Once I could grasp the holiness of your commitment to the other, I began to look around, and your families, and their friends who came from all over the country- and further beyond, to show their love and support for you both. I have had beautiful, deep conversations with many of them as well, and what speaks to me most is how they all stand unconditionally supportive of their children, and that is one of the most important values in the world. Your parents, and their friends, will be the community that will hold you together, that you can look to and learn from, as you begin to raise your family together. The lessons you can take from their lives are immeasurable.

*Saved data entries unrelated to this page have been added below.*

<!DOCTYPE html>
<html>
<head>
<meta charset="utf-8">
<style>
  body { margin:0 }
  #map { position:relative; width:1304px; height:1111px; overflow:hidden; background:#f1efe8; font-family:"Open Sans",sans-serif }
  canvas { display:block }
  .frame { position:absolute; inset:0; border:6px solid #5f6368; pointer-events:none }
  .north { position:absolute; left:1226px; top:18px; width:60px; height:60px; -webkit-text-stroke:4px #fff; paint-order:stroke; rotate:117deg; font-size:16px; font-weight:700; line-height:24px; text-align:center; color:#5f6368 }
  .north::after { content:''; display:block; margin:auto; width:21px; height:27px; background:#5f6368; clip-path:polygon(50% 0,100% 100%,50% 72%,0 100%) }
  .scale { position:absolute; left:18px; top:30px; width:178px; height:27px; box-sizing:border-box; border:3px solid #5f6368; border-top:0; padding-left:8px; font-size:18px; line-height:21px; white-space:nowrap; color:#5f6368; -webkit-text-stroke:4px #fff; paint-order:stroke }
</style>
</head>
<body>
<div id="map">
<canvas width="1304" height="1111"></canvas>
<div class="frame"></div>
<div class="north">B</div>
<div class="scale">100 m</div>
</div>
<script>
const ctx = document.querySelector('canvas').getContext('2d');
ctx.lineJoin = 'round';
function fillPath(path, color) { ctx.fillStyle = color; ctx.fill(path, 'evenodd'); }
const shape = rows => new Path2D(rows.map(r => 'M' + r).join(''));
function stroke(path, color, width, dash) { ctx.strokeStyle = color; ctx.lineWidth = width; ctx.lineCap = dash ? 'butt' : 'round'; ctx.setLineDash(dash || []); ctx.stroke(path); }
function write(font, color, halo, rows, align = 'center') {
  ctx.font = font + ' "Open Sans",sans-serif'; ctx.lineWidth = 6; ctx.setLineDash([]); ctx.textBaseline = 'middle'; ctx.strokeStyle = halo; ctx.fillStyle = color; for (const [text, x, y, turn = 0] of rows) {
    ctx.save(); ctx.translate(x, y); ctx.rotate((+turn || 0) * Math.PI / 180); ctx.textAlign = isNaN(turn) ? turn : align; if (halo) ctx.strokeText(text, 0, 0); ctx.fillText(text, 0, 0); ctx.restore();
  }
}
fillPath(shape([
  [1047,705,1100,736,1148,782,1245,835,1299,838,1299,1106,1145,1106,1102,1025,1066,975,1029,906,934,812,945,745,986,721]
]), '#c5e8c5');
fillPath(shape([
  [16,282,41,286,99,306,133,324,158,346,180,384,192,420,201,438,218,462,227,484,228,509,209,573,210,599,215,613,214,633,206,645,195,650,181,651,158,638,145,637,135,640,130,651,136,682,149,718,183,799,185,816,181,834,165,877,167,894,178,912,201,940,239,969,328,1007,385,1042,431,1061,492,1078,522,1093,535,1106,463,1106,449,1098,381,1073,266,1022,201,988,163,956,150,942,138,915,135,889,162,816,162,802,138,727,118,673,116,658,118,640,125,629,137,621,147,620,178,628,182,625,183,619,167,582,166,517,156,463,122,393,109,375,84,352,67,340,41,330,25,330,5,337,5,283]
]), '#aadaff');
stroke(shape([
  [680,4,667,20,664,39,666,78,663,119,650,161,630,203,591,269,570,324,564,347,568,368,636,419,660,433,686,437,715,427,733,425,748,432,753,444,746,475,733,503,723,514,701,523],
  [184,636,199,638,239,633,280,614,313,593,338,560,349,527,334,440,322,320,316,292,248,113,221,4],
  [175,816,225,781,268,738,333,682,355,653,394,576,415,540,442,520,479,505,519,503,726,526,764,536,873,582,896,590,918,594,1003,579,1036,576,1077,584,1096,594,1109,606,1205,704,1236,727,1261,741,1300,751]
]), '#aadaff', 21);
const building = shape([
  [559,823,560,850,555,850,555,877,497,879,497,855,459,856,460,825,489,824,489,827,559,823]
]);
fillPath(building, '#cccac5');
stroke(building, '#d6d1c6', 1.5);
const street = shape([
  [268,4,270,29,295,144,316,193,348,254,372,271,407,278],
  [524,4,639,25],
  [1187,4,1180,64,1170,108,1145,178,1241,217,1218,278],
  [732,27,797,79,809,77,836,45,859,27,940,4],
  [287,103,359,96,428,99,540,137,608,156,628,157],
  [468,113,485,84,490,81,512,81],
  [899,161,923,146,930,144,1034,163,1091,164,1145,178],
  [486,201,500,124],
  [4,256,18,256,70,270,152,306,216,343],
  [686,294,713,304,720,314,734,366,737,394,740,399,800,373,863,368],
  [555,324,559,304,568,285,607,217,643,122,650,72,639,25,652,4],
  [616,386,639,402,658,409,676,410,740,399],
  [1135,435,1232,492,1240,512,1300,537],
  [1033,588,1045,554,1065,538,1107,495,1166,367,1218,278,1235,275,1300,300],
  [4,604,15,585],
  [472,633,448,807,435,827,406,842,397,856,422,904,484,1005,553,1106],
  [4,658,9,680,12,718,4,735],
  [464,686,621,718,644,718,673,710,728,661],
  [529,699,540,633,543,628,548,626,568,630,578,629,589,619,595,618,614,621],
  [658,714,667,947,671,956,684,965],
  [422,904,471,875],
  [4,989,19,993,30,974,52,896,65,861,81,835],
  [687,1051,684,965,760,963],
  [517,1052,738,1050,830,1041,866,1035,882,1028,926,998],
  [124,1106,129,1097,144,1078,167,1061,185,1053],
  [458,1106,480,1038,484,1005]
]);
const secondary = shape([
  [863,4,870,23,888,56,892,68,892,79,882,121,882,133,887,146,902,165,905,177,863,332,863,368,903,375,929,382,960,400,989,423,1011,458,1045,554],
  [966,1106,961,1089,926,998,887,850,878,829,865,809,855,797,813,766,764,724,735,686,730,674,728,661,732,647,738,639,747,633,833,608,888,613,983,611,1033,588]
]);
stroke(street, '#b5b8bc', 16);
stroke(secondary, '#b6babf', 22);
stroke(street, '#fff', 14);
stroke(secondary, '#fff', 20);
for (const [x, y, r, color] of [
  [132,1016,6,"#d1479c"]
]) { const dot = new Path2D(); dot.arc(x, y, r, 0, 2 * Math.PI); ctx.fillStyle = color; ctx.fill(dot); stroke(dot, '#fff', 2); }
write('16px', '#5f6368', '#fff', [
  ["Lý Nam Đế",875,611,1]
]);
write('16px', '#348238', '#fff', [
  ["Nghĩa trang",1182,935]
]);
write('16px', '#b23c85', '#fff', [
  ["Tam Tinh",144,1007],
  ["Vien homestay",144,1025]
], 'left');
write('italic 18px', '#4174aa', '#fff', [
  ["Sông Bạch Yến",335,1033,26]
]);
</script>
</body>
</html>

Unconditional love. It’s often easier said than done. Especially in raising a family, but even in a couple’s relationship, yet, you both seem to know just the right balance, and you handle your relationship with that value at the very top. When we spoke about the career choices you have each made over the last few years, the move, and the move back, and the experiences you have shared as a couple, you have already learned what it means to make decisions for the greater good of your relationship, and it takes some couples a lifetime to figure that out.